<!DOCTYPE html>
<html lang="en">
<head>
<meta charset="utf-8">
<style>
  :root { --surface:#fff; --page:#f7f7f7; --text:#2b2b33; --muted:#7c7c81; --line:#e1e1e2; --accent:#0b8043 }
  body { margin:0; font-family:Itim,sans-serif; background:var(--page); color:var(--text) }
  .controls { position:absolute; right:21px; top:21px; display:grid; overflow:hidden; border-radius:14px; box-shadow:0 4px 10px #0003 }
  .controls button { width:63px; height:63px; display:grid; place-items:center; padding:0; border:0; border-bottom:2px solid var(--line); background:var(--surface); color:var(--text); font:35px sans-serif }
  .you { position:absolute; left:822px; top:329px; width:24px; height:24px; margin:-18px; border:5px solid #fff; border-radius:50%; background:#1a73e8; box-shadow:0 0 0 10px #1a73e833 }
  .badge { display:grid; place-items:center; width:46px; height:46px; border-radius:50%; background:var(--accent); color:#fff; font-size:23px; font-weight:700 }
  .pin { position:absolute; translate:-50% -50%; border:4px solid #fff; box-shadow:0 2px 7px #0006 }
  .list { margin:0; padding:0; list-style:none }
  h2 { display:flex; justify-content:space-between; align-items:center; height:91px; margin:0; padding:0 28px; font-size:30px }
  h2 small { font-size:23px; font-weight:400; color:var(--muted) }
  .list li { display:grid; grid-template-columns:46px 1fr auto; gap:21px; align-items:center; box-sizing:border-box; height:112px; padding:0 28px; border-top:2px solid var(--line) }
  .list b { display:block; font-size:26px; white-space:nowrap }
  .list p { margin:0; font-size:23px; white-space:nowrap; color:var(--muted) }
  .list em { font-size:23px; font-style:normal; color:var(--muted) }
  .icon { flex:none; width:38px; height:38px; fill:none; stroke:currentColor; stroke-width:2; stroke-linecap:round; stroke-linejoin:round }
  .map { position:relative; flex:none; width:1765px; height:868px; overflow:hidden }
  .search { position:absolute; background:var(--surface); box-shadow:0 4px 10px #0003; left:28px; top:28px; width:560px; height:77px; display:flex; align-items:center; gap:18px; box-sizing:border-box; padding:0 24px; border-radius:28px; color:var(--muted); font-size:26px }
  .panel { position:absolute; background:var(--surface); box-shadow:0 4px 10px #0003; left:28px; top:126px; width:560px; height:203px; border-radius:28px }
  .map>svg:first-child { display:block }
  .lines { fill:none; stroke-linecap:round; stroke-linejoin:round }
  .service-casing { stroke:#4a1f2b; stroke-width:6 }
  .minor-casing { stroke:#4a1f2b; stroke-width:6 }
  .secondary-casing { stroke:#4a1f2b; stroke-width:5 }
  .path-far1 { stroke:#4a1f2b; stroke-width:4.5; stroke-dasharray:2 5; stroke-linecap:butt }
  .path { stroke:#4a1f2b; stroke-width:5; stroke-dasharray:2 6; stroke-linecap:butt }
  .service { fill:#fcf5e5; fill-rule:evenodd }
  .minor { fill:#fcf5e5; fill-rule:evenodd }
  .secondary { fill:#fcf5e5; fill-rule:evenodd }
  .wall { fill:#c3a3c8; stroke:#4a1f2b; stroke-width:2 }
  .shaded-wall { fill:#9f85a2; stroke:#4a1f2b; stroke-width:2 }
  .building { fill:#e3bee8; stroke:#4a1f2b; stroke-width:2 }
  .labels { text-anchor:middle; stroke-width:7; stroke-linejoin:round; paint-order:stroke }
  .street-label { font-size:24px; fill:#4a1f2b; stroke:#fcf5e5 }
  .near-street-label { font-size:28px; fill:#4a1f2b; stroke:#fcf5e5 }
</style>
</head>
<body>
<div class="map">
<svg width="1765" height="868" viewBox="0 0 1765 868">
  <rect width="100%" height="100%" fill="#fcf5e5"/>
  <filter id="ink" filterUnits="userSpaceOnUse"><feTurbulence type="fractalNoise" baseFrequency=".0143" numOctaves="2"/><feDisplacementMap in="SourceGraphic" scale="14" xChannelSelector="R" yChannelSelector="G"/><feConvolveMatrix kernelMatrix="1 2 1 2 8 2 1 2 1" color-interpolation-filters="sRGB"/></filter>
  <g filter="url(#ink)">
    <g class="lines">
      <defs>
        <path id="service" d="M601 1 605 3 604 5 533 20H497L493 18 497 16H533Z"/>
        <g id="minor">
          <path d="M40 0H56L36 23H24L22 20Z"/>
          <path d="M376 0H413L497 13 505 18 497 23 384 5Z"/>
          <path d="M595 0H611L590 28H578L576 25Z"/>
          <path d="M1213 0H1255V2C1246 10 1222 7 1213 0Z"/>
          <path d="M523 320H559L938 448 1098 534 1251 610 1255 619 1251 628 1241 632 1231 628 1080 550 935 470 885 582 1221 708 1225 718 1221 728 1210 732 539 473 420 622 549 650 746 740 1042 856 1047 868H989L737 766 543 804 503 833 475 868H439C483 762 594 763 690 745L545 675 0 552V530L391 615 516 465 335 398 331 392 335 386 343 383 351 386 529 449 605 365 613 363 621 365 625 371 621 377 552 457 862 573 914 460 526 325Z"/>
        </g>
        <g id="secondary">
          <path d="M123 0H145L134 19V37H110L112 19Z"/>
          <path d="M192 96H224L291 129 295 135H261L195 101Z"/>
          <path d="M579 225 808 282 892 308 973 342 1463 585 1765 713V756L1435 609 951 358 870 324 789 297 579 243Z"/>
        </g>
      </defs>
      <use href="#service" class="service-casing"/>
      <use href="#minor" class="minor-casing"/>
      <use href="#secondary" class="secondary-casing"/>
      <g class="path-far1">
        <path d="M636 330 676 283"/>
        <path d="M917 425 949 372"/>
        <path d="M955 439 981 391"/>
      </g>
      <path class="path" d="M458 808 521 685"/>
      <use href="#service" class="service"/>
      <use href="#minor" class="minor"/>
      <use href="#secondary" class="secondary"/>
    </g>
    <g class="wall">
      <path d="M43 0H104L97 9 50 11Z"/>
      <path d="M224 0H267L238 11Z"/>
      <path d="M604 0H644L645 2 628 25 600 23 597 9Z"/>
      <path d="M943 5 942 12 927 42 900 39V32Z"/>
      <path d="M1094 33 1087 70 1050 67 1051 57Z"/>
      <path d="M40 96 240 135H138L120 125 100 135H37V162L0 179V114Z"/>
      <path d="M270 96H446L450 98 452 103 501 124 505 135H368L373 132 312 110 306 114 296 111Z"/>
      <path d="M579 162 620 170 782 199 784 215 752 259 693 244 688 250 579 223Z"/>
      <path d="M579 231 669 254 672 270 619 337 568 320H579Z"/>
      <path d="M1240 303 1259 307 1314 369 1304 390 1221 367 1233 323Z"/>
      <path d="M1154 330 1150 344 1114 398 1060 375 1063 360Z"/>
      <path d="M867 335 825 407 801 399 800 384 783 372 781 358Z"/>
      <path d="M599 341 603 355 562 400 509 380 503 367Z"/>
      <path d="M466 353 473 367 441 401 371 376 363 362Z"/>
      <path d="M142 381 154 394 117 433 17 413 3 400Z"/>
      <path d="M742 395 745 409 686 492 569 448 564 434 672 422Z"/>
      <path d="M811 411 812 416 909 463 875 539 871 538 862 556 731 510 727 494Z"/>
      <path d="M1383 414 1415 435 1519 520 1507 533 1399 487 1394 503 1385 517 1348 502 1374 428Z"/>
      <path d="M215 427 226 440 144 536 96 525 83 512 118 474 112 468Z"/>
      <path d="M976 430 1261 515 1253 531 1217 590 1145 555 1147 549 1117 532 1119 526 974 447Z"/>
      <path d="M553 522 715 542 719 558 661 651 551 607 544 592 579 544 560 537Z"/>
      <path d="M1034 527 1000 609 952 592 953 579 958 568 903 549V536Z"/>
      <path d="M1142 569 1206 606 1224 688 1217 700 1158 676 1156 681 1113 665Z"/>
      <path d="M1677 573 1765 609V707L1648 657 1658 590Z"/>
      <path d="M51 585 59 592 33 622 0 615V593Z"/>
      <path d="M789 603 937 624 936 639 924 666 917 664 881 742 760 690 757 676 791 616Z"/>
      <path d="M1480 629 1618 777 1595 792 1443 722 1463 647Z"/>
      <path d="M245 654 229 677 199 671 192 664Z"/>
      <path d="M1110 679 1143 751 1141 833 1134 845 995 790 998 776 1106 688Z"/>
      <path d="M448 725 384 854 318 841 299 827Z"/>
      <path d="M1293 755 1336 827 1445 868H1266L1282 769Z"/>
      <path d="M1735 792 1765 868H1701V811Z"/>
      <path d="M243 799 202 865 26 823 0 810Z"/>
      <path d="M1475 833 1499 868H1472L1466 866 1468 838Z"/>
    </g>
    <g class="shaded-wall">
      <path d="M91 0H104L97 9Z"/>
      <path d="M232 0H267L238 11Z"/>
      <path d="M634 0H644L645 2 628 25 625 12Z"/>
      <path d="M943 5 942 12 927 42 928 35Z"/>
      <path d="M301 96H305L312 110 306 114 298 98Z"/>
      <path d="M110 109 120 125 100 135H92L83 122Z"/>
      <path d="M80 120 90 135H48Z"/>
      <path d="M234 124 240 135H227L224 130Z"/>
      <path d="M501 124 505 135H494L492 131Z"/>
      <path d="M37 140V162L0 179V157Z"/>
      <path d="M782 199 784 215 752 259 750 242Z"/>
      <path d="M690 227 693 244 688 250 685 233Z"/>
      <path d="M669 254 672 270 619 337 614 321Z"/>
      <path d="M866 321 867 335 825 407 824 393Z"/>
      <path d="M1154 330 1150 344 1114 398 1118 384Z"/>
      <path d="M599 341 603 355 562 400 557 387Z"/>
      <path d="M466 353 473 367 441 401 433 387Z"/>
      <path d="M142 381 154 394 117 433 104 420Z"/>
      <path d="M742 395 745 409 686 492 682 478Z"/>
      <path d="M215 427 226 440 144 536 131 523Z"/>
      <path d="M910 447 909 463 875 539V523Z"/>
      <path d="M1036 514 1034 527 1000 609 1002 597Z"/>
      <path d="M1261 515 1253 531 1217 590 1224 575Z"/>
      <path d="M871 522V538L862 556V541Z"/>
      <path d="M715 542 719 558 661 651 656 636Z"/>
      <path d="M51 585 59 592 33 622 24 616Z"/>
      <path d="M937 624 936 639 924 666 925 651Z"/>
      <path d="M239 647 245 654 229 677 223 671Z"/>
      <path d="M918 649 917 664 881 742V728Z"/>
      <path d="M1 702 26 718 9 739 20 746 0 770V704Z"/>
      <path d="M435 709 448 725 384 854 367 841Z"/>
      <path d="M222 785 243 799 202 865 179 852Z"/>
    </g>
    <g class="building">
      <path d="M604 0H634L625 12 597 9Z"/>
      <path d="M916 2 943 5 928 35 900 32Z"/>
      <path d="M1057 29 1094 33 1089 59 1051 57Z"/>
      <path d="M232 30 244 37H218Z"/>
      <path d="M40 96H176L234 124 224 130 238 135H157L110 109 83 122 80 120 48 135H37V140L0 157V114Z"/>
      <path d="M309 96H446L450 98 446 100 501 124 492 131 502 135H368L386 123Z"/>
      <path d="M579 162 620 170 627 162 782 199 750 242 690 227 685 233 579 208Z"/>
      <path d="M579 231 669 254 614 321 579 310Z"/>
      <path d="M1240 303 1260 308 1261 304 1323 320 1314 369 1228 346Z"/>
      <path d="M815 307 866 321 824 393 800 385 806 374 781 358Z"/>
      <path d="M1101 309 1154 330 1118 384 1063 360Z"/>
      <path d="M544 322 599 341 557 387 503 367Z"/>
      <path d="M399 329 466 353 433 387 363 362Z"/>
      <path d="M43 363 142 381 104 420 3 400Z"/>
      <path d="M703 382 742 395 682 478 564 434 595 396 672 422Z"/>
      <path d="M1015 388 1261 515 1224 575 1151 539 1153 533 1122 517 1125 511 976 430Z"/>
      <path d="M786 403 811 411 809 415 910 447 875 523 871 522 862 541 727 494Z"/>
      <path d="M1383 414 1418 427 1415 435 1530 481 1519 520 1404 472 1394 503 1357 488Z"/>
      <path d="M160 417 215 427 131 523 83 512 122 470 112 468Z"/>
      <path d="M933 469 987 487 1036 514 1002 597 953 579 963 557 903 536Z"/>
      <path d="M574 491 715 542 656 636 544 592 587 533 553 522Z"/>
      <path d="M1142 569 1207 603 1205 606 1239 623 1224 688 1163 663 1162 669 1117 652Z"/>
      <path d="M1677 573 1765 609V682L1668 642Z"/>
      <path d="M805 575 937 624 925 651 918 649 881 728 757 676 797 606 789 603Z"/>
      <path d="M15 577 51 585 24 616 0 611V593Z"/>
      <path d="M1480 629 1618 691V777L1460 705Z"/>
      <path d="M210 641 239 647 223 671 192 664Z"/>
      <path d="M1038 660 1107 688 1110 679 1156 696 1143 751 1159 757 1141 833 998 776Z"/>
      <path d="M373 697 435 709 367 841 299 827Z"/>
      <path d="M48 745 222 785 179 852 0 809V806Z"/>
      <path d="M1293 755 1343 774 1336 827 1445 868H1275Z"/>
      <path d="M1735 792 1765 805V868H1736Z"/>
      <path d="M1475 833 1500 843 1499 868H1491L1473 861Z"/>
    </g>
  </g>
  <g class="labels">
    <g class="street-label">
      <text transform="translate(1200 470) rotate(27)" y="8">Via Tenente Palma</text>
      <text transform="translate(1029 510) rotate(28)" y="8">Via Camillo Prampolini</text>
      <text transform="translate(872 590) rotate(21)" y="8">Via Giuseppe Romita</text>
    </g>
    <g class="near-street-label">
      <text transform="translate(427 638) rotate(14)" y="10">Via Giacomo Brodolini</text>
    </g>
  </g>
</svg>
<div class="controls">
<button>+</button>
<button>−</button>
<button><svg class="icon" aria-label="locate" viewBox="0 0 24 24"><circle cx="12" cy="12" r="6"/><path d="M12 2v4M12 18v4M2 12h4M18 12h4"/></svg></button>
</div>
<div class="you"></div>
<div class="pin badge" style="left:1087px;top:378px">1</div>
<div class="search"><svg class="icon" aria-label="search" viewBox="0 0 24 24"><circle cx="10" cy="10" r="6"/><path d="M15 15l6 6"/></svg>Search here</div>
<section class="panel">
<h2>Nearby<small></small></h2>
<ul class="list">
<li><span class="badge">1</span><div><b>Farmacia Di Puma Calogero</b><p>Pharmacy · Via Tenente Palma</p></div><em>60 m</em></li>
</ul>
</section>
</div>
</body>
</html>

> [Prompt] Find the lines above that contain the word "list" and copy each one.

> [Reply to the task]
  .list { margin:0; padding:0; list-style:none }
  .list li { display:grid; grid-template-columns:46px 1fr auto; gap:21px; align-items:center; box-sizing:border-box; height:112px; padding:0 28px; border-top:2px solid var(--line) }
  .list b { display:block; font-size:26px; white-space:nowrap }
  .list p { margin:0; font-size:23px; white-space:nowrap; color:var(--muted) }
  .list em { font-size:23px; font-style:normal; color:var(--muted) }
<ul class="list">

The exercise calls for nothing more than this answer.